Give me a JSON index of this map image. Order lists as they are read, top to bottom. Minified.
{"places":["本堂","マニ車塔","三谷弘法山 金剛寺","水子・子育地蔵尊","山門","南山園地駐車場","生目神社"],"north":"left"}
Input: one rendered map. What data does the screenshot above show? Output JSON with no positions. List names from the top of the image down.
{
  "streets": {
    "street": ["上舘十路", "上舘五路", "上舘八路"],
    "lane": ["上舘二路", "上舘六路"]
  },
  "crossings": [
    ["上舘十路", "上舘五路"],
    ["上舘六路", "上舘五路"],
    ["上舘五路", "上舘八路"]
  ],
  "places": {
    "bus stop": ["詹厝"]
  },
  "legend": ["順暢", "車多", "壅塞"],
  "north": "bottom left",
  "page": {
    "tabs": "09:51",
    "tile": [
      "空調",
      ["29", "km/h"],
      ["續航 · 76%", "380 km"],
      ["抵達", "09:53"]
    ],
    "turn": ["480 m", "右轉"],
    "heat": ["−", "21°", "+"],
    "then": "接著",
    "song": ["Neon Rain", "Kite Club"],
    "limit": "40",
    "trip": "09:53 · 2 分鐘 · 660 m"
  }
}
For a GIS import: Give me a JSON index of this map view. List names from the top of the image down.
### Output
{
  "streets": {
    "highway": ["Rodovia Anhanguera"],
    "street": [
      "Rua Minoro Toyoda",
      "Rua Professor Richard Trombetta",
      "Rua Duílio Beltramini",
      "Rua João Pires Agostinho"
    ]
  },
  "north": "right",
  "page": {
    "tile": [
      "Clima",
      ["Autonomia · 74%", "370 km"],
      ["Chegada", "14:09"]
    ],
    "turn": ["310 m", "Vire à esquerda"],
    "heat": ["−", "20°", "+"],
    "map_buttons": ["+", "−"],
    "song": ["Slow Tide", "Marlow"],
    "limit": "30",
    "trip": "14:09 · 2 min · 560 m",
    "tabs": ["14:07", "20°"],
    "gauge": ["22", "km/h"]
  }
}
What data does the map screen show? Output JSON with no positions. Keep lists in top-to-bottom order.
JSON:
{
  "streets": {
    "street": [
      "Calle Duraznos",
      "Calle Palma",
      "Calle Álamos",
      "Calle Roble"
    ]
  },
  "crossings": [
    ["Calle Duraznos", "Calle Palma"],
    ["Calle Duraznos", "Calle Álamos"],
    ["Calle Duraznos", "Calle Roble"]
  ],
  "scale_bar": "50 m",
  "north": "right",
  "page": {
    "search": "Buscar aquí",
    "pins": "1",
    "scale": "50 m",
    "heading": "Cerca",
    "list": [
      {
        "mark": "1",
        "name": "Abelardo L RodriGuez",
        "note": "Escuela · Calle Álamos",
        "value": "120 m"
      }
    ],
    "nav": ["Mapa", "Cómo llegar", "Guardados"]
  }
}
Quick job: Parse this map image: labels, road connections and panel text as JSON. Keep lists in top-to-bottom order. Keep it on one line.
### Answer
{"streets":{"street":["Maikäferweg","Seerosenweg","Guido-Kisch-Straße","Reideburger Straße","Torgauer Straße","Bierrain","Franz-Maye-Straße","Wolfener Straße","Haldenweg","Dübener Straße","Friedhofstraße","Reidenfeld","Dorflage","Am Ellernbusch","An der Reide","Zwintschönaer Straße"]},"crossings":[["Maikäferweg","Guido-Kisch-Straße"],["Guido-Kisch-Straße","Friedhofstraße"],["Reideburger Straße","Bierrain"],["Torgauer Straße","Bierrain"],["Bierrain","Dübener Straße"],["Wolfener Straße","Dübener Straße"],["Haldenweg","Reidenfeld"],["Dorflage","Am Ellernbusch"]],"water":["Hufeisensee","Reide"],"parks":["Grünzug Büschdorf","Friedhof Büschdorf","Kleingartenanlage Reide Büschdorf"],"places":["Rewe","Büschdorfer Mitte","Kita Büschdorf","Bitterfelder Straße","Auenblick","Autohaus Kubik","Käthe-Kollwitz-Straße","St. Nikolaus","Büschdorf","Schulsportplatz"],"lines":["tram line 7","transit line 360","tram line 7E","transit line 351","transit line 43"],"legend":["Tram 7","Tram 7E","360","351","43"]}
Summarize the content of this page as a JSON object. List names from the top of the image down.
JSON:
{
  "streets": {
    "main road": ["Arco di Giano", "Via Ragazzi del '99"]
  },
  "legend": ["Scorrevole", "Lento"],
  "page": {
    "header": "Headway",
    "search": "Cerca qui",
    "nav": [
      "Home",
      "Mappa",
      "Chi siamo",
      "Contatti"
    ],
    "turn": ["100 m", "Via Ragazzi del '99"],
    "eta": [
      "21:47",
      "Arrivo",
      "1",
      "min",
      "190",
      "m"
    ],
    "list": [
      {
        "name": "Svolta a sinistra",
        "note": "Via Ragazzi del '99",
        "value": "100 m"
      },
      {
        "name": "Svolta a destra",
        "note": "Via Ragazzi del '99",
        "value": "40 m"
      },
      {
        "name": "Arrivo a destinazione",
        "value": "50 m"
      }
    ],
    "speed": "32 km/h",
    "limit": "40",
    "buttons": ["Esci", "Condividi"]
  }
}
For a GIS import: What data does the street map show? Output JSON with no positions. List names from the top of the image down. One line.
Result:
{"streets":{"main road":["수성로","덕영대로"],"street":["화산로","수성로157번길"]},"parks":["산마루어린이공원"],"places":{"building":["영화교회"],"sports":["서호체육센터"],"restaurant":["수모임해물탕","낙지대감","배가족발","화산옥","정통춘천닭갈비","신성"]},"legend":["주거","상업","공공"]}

---

→ **Description of the task**
The full material has to be written out again exactly as shown.

→ **Response**
Give me a JSON index of this map image. Order lists as they are read, top to bottom. Minified.
{"places":["本堂","マニ車塔","三谷弘法山 金剛寺","水子・子育地蔵尊","山門","南山園地駐車場","生目神社"],"north":"left"}
Input: one rendered map. What data does the screenshot above show? Output JSON with no positions. List names from the top of the image down.
{
  "streets": {
    "street": ["上舘十路", "上舘五路", "上舘八路"],
    "lane": ["上舘二路", "上舘六路"]
  },
  "crossings": [
    ["上舘十路", "上舘五路"],
    ["上舘六路", "上舘五路"],
    ["上舘五路", "上舘八路"]
  ],
  "places": {
    "bus stop": ["詹厝"]
  },
  "legend": ["順暢", "車多", "壅塞"],
  "north": "bottom left",
  "page": {
    "tabs": "09:51",
    "tile": [
      "空調",
      ["29", "km/h"],
      ["續航 · 76%", "380 km"],
      ["抵達", "09:53"]
    ],
    "turn": ["480 m", "右轉"],
    "heat": ["−", "21°", "+"],
    "then": "接著",
    "song": ["Neon Rain", "Kite Club"],
    "limit": "40",
    "trip": "09:53 · 2 分鐘 · 660 m"
  }
}
For a GIS import: Give me a JSON index of this map view. List names from the top of the image down.
### Output
{
  "streets": {
    "highway": ["Rodovia Anhanguera"],
    "street": [
      "Rua Minoro Toyoda",
      "Rua Professor Richard Trombetta",
      "Rua Duílio Beltramini",
      "Rua João Pires Agostinho"
    ]
  },
  "north": "right",
  "page": {
    "tile": [
      "Clima",
      ["Autonomia · 74%", "370 km"],
      ["Chegada", "14:09"]
    ],
    "turn": ["310 m", "Vire à esquerda"],
    "heat": ["−", "20°", "+"],
    "map_buttons": ["+", "−"],
    "song": ["Slow Tide", "Marlow"],
    "limit": "30",
    "trip": "14:09 · 2 min · 560 m",
    "tabs": ["14:07", "20°"],
    "gauge": ["22", "km/h"]
  }
}
What data does the map screen show? Output JSON with no positions. Keep lists in top-to-bottom order.
JSON:
{
  "streets": {
    "street": [
      "Calle Duraznos",
      "Calle Palma",
      "Calle Álamos",
      "Calle Roble"
    ]
  },
  "crossings": [
    ["Calle Duraznos", "Calle Palma"],
    ["Calle Duraznos", "Calle Álamos"],
    ["Calle Duraznos", "Calle Roble"]
  ],
  "scale_bar": "50 m",
  "north": "right",
  "page": {
    "search": "Buscar aquí",
    "pins": "1",
    "scale": "50 m",
    "heading": "Cerca",
    "list": [
      {
        "mark": "1",
        "name": "Abelardo L RodriGuez",
        "note": "Escuela · Calle Álamos",
        "value": "120 m"
      }
    ],
    "nav": ["Mapa", "Cómo llegar", "Guardados"]
  }
}
Quick job: Parse this map image: labels, road connections and panel text as JSON. Keep lists in top-to-bottom order. Keep it on one line.
### Answer
{"streets":{"street":["Maikäferweg","Seerosenweg","Guido-Kisch-Straße","Reideburger Straße","Torgauer Straße","Bierrain","Franz-Maye-Straße","Wolfener Straße","Haldenweg","Dübener Straße","Friedhofstraße","Reidenfeld","Dorflage","Am Ellernbusch","An der Reide","Zwintschönaer Straße"]},"crossings":[["Maikäferweg","Guido-Kisch-Straße"],["Guido-Kisch-Straße","Friedhofstraße"],["Reideburger Straße","Bierrain"],["Torgauer Straße","Bierrain"],["Bierrain","Dübener Straße"],["Wolfener Straße","Dübener Straße"],["Haldenweg","Reidenfeld"],["Dorflage","Am Ellernbusch"]],"water":["Hufeisensee","Reide"],"parks":["Grünzug Büschdorf","Friedhof Büschdorf","Kleingartenanlage Reide Büschdorf"],"places":["Rewe","Büschdorfer Mitte","Kita Büschdorf","Bitterfelder Straße","Auenblick","Autohaus Kubik","Käthe-Kollwitz-Straße","St. Nikolaus","Büschdorf","Schulsportplatz"],"lines":["tram line 7","transit line 360","tram line 7E","transit line 351","transit line 43"],"legend":["Tram 7","Tram 7E","360","351","43"]}
Summarize the content of this page as a JSON object. List names from the top of the image down.
JSON:
{
  "streets": {
    "main road": ["Arco di Giano", "Via Ragazzi del '99"]
  },
  "legend": ["Scorrevole", "Lento"],
  "page": {
    "header": "Headway",
    "search": "Cerca qui",
    "nav": [
      "Home",
      "Mappa",
      "Chi siamo",
      "Contatti"
    ],
    "turn": ["100 m", "Via Ragazzi del '99"],
    "eta": [
      "21:47",
      "Arrivo",
      "1",
      "min",
      "190",
      "m"
    ],
    "list": [
      {
        "name": "Svolta a sinistra",
        "note": "Via Ragazzi del '99",
        "value": "100 m"
      },
      {
        "name": "Svolta a destra",
        "note": "Via Ragazzi del '99",
        "value": "40 m"
      },
      {
        "name": "Arrivo a destinazione",
        "value": "50 m"
      }
    ],
    "speed": "32 km/h",
    "limit": "40",
    "buttons": ["Esci", "Condividi"]
  }
}
For a GIS import: What data does the street map show? Output JSON with no positions. List names from the top of the image down. One line.
Result:
{"streets":{"main road":["수성로","덕영대로"],"street":["화산로","수성로157번길"]},"parks":["산마루어린이공원"],"places":{"building":["영화교회"],"sports":["서호체육센터"],"restaurant":["수모임해물탕","낙지대감","배가족발","화산옥","정통춘천닭갈비","신성"]},"legend":["주거","상업","공공"]}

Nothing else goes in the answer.